Something Thoughtful

Nicholas Reid reflects in essay form on general matters and ideas related to literature, history, popular culture and the arts, or just life in general. You are free to agree or disagree with him.

At their very best, words are a very lame means of conveying experience, physical reality and mental states. This is certainly true when the words are wielded by people like you and me. But it is true even when words are wielded by the likes of Dante, Goethe, Emily Dickinson or Baudelaire.
How trite even the best chosen words sound before reality – the thing itself. Or how bombastic. Or how inappropriate.
But more than anything, how inadequate.
The toothache is throbbing, destroying your soul, nagging, making your jaw feverish, making you incapable of thinking of anything else, absorbing your whole being. “Oh God, it hurts”, you say, inadequately, before moving to a more authentic response – the howl of an animal. “Ow! Ow! Ow!”

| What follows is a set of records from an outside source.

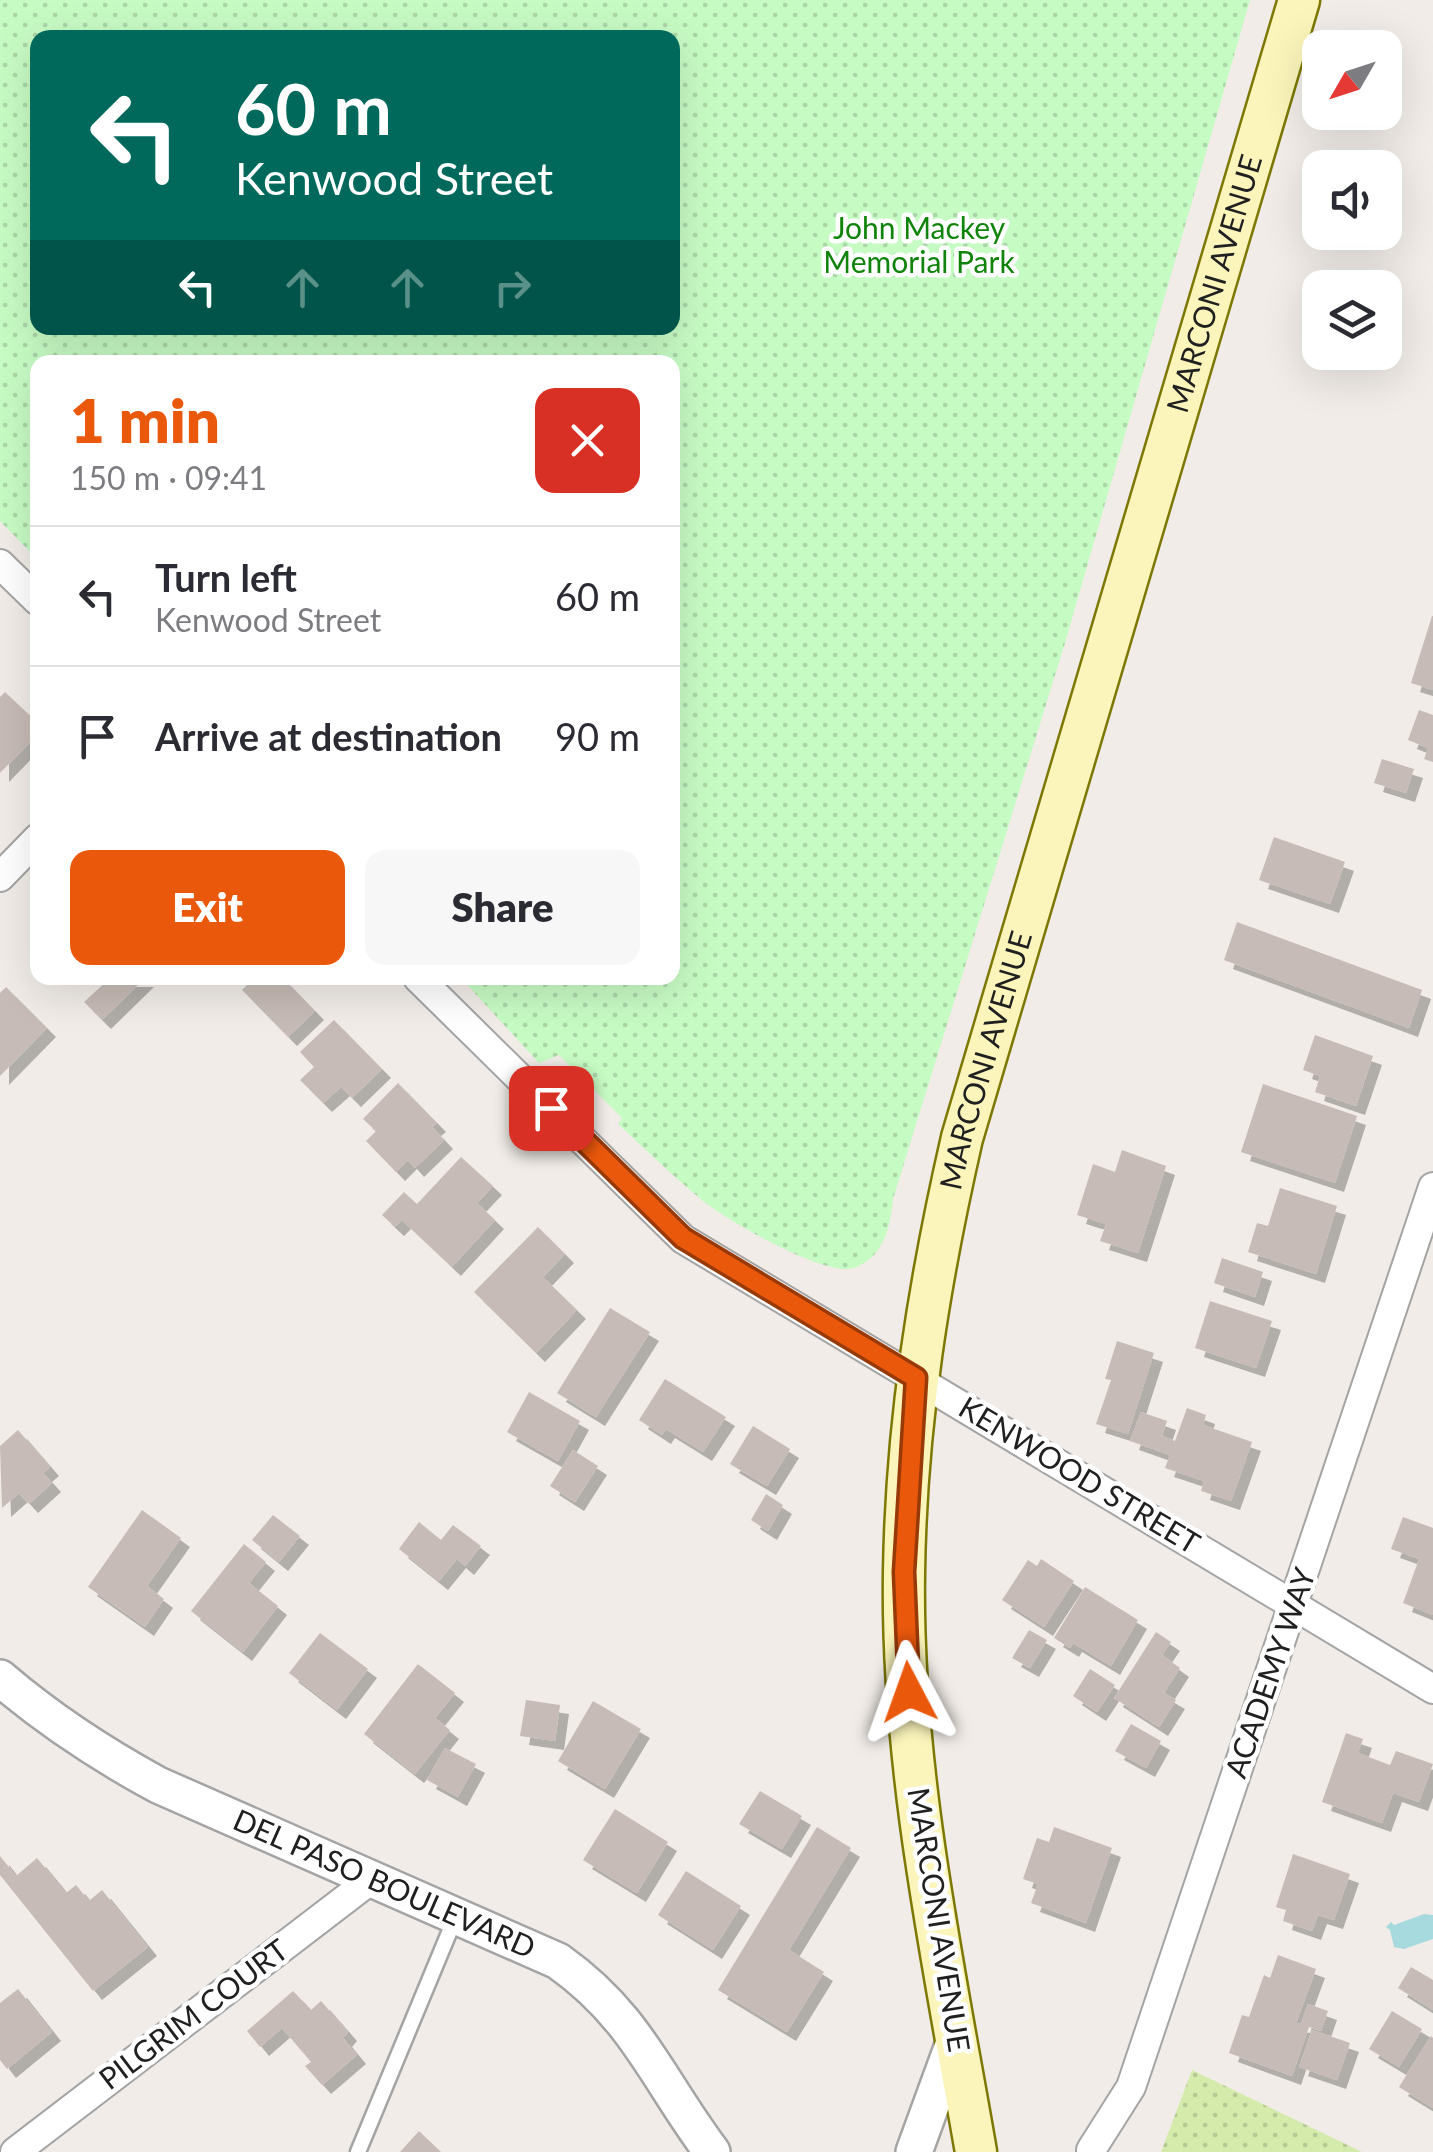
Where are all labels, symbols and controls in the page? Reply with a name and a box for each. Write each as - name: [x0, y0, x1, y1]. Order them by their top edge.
- north arrow: [1302, 30, 1402, 130]
- map controls: [1302, 30, 1402, 370]
- text: 60 m: [235, 66, 392, 150]
- icon: left: [70, 70, 200, 200]
- street label: MARCONI AVENUE: [1158, 150, 1268, 416]
- button: sound: [1302, 150, 1402, 250]
- text: Kenwood Street: [235, 151, 553, 205]
- park label: John Mackey Memorial Park: [823, 209, 1015, 279]
- icon: left: [170, 260, 225, 315]
- icon: ahead: [275, 260, 330, 315]
- icon: ahead: [380, 260, 435, 315]
- icon: right: [485, 260, 540, 315]
- button: layers: [1302, 270, 1402, 370]
- text: 1 min: [70, 384, 220, 456]
- button: close: [535, 388, 640, 493]
- text: 150 m · 09:41: [70, 458, 267, 497]
- text: Turn left: [155, 554, 297, 600]
- icon: left: [70, 569, 125, 624]
- text: 60 m: [555, 573, 640, 619]
- text: Kenwood Street: [155, 600, 381, 639]
- icon: arrive: [70, 709, 125, 764]
- text: Arrive at destination: [155, 713, 502, 759]
- text: 90 m: [555, 713, 640, 759]
- button: Exit: [70, 850, 345, 965]
- button: Share: [365, 850, 640, 965]
- street label: MARCONI AVENUE: [931, 927, 1038, 1193]
- pin: [509, 1066, 594, 1151]
- icon: arrive: [524, 1081, 579, 1136]
- street label: KENWOOD STREET: [953, 1388, 1207, 1561]
- street label: ACADEMY WAY: [1216, 1562, 1322, 1782]
- position arrow: [857, 1640, 961, 1744]
- street label: MARCONI AVENUE: [901, 1785, 979, 2054]
- street label: DEL PASO BOULEVARD: [228, 1800, 541, 1965]
- street label: PILGRIM COURT: [91, 1931, 294, 2096]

The sun is an hour up, the day is fine and there is a beautiful cloudless sky to the horizon, clear and pale and blue as a silk robe. You try to find words that will convey that sense of the sublime, but all that come out are the fustian truisms of old Romantic poetry or phrases rendered trite by overuse in publicity campaigns. Sublime? Awesome? Divine? Curse it – there is no word to convey this experience that elevates your heart, for all have been claimed for frequent trivialising usage.

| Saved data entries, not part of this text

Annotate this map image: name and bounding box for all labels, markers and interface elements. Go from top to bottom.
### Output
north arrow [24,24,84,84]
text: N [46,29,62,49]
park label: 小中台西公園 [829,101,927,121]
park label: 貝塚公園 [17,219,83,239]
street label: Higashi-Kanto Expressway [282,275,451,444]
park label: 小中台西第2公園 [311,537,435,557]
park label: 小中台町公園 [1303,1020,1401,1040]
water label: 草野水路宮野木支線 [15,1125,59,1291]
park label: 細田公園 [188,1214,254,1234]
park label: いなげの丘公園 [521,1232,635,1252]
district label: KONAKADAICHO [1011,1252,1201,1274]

And now try to find the right words for love or sexual experience or both. You will be stumped into cliché. Perhaps because before something intense and meaningful, the best response is silence.
I trudge through yet another volume of modern poetry, filled with self-referencing irony, ostentatious references to trashy pop culture, and a clever-dick sort of game-playing whereby the poet tries to persuade us that he is above anything as trite as having real feelings. Why this common malaise in modern poetry? Is it an extreme sense of the inadequacy of language, and the fear of lapsing into cliché when dealing with the essential and serious things of life, and real feelings?
Words are inadequate.
Words are inadequate.
Words are inadequate.
I see something intense and beautiful, three weeks before you have a chance to read this. My daughter embracing her newborn son, two hours after he left the womb. I have no words adequate to the image itself. It is beyond words.